## ACTIVITY
Which lines of the entries below hold the word "they"? Report each of them.

### SUPPLIED DATA

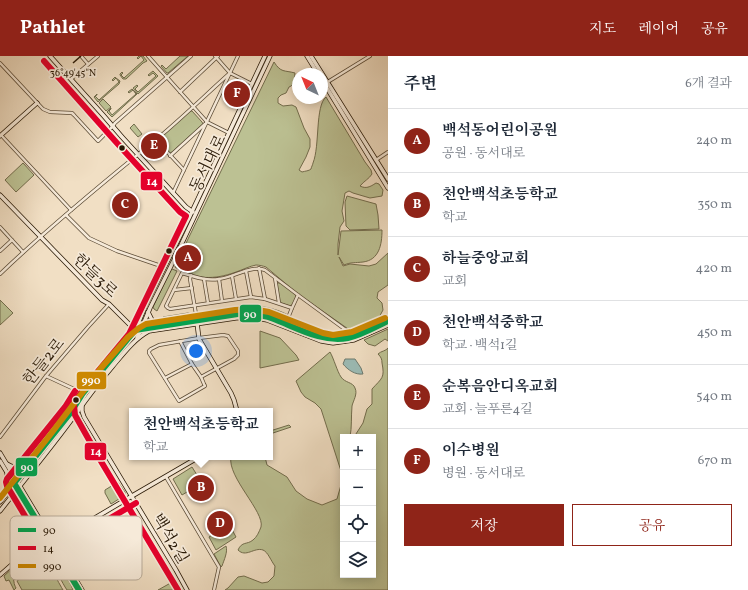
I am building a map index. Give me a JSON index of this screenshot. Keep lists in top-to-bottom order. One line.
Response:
{"streets":{"main road":["동서대로","한들3로","백석2길"],"street":["한들2로"]},"crossings":[["동서대로","한들3로"],["한들3로","한들2로"]],"lines":["transit line 14","transit line 990","transit line 90"],"legend":["90","14","990"],"north":"top left","page":{"header":"Pathlet","nav":["지도","레이어","공유"],"heading":["주변","6개 결과"],"pins":["F","E","C","A","B","D"],"list":[{"mark":"A","name":"백석동어린이공원","note":"공원 · 동서대로","value":"240 m"},{"mark":"B","name":"천안백석초등학교","note":"학교","value":"350 m"},{"mark":"C","name":"하늘중앙교회","note":"교회","value":"420 m"},{"mark":"D","name":"천안백석중학교","note":"학교 · 백석1길","value":"450 m"},{"mark":"E","name":"순복음안디옥교회","note":"교회 · 늘푸른4길","value":"540 m"},{"mark":"F","name":"이수병원","note":"병원 · 동서대로","value":"670 m"}],"popup":["천안백석초등학교","학교"],"map_buttons":["+","−"],"buttons":["저장","공유"]},"coordinates":["36°49'45\"N"]}
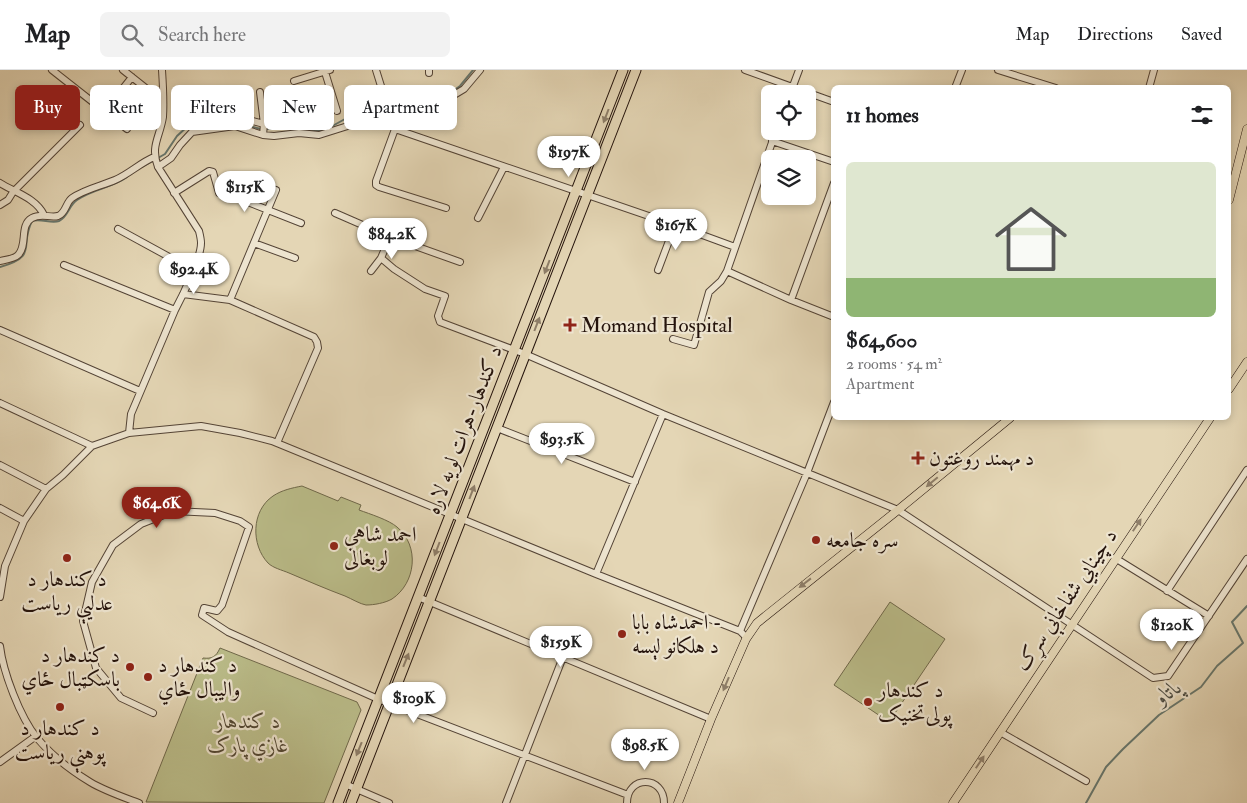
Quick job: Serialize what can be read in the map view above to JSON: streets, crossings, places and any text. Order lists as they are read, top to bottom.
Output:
{
  "streets": {
    "highway": ["د کندهار-هرات لويه لاره"],
    "main road": ["د چينايي شفاخانې سړک"]
  },
  "one_way": ["د چينايي شفاخانې سړک"],
  "water": ["پاتاو"],
  "parks": ["د کندهار غازي پارک"],
  "places": {
    "health": ["Momand Hospital", "د مهمند روغتون"],
    "other": [
      "سره جامعه",
      "احمد شاهي لوبغالی",
      "د کندهار د عدلیې رياست",
      "احمدشاه بابا - د هلکانو لېسه",
      "د کندهار د باسکټبال ځاي",
      "د کندهار د واليبال ځاي",
      "د کندهار پولی‌تخنیک",
      "د کندهار د پوهنې رياست"
    ]
  },
  "page": {
    "header": "Map",
    "search": "Search here",
    "nav": ["Map", "Directions", "Saved"],
    "chip": [
      "Buy",
      "Rent",
      "Filters",
      "New",
      "Apartment"
    ],
    "heading": "11 homes",
    "price": [
      "$197K",
      "$115K",
      "$167K",
      "$84.2K",
      "$92.4K",
      "$93.5K",
      "$64.6K",
      "$120K",
      "$159K",
      "$109K",
      "$98.5K"
    ],
    "list": [
      {
        "name": "$64,600",
        "note": "2 rooms · 54 m² · Apartment"
      }
    ]
  }
}
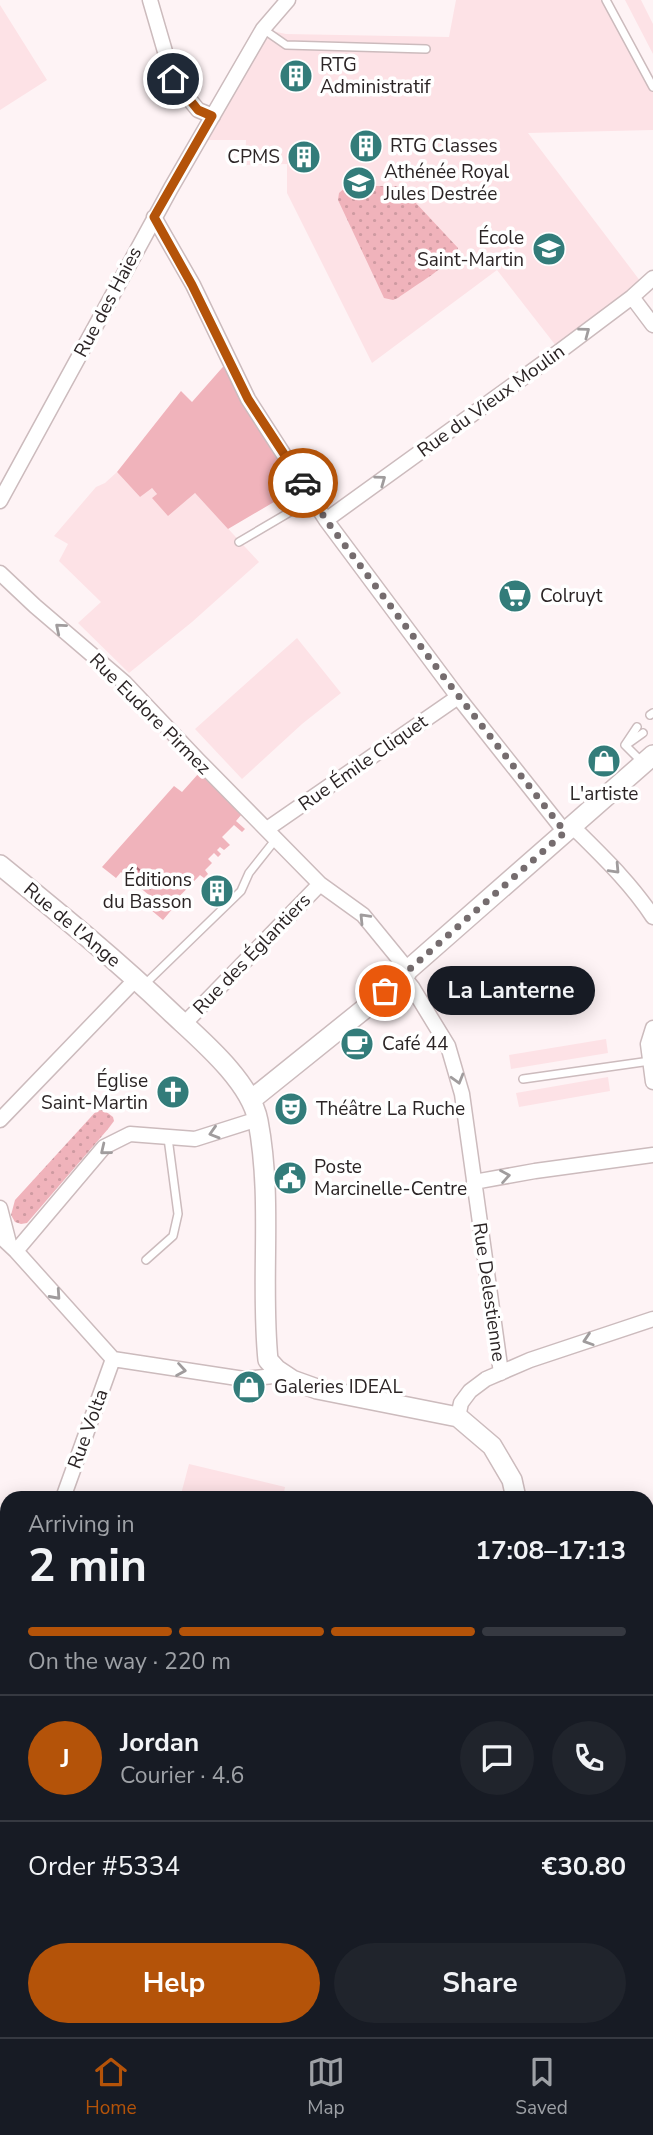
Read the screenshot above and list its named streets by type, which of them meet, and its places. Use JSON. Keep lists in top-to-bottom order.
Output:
{
  "streets": {
    "main road": ["Rue de l'Ange"],
    "street": [
      "Rue des Haies",
      "Rue du Vieux Moulin",
      "Rue Eudore Pirmez",
      "Rue Émile Cliquet",
      "Rue des Églantiers",
      "Rue Delestienne",
      "Rue Volta"
    ]
  },
  "crossings": [
    ["Rue Eudore Pirmez", "Rue Émile Cliquet"],
    ["Rue Eudore Pirmez", "Rue des Églantiers"],
    ["Rue Eudore Pirmez", "Rue Delestienne"],
    ["Rue de l'Ange", "Rue des Églantiers"],
    ["Rue des Églantiers", "Rue Delestienne"]
  ],
  "one_way": ["Rue du Vieux Moulin", "Rue Eudore Pirmez"],
  "places": {
    "building": [
      "RTG Administratif",
      "RTG Classes",
      "CPMS",
      "Éditions du Basson"
    ],
    "school or university": ["Athénée Royal Jules Destrée", "École Saint-Martin"],
    "supermarket": ["Colruyt"],
    "shop": ["L'artiste", "Galeries IDEAL"],
    "other": ["La Lanterne"],
    "cafe": ["Café 44"],
    "church": ["Église Saint-Martin"],
    "theatre": ["Théâtre La Ruche"],
    "public building": ["Poste Marcinelle-Centre"]
  },
  "page": {
    "bubble": "La Lanterne",
    "heading": ["2 min", "Arriving in", "17:08–17:13"],
    "panel": [
      "Jordan",
      "Courier · 4.6",
      "Order #5334",
      "€30.80"
    ],
    "bar": "On the way · 220 m",
    "round": "J",
    "buttons": ["Help", "Share"],
    "tabs": ["Home", "Map", "Saved"]
  }
}
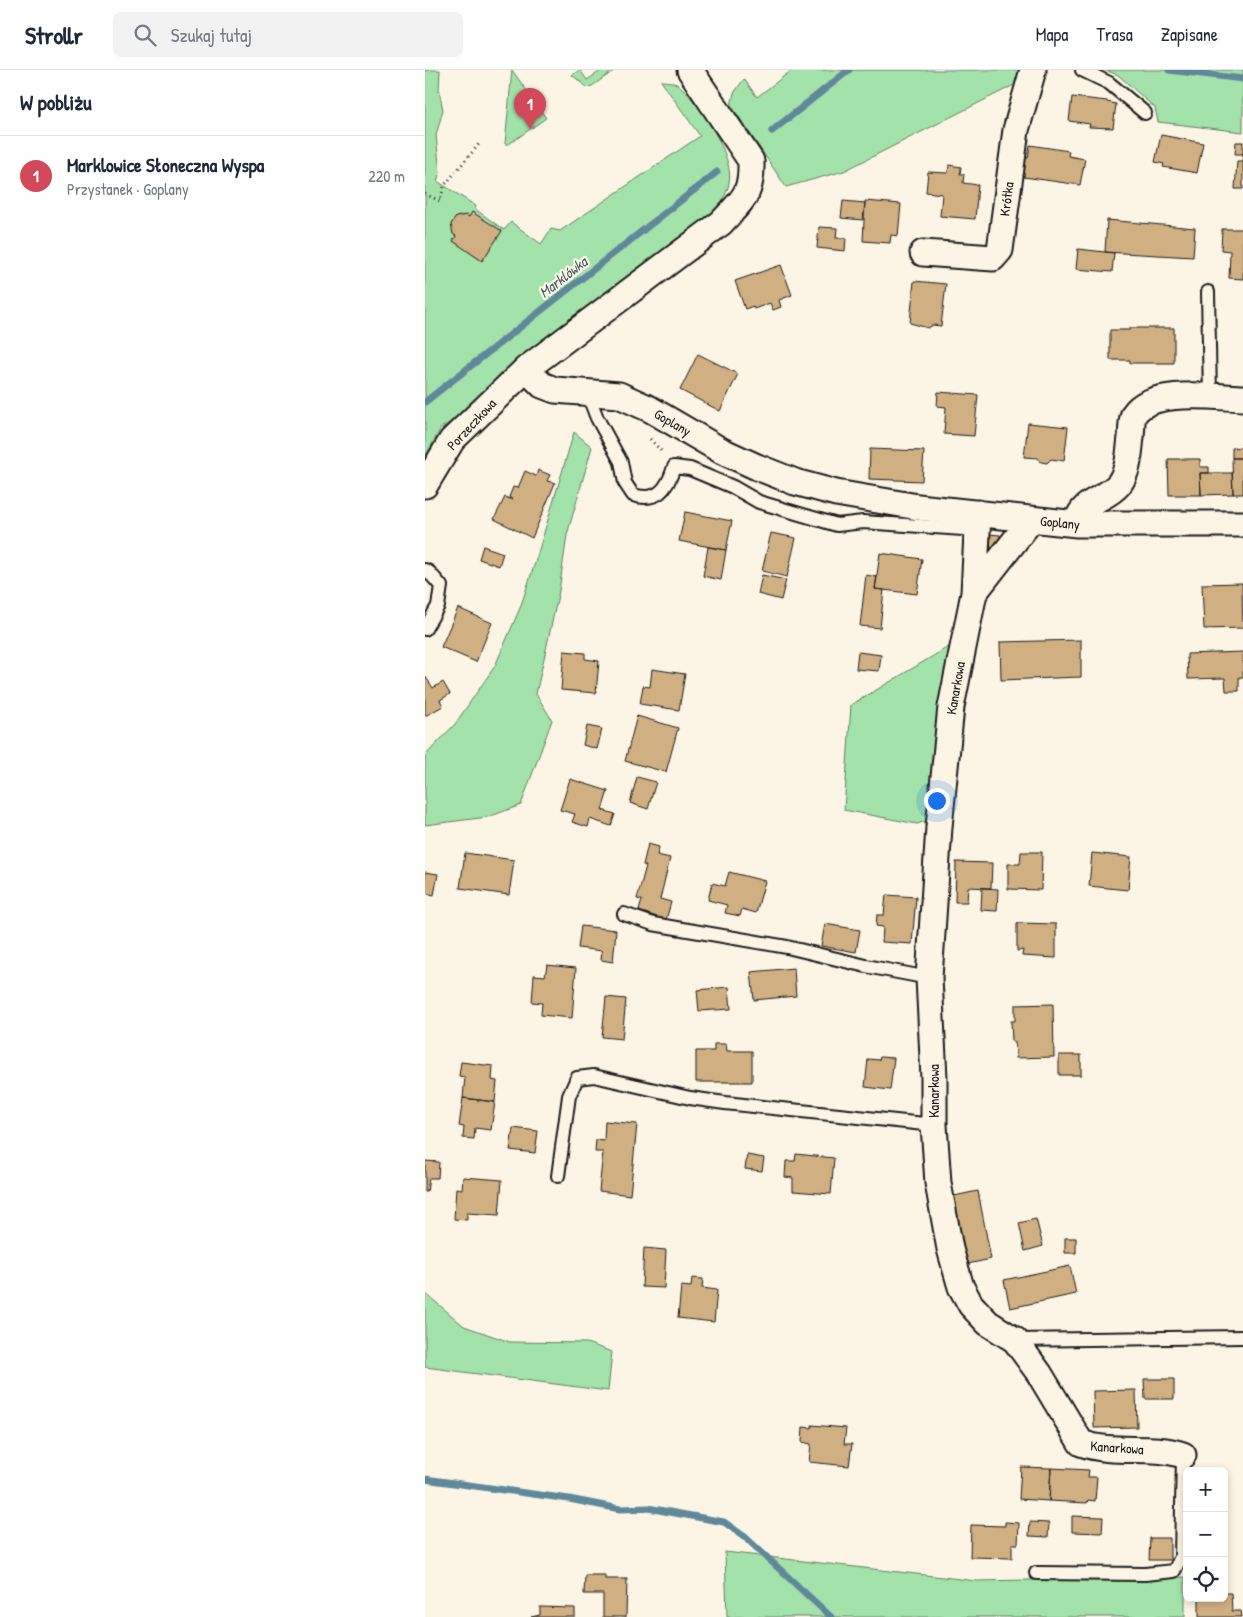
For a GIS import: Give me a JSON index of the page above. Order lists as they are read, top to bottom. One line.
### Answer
{"streets":{"street":["Krótka","Goplany","Porzeczkowa","Kanarkowa"]},"crossings":[["Goplany","Porzeczkowa"],["Goplany","Kanarkowa"]],"water":["Marklówka"],"page":{"header":"Strollr","search":"Szukaj tutaj","nav":["Mapa","Trasa","Zapisane"],"heading":"W pobliżu","pins":"1","list":[{"mark":"1","name":"Marklowice Słoneczna Wyspa","note":"Przystanek · Goplany","value":"220 m"}],"map_buttons":["+","−"]}}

######

## OUTPUT BELOW
Quick job: Serialize what can be read in the map view above to JSON: streets, crossings, places and any text. Order lists as they are read, top to bottom.
For a GIS import: Give me a JSON index of the page above. Order lists as they are read, top to bottom. One line.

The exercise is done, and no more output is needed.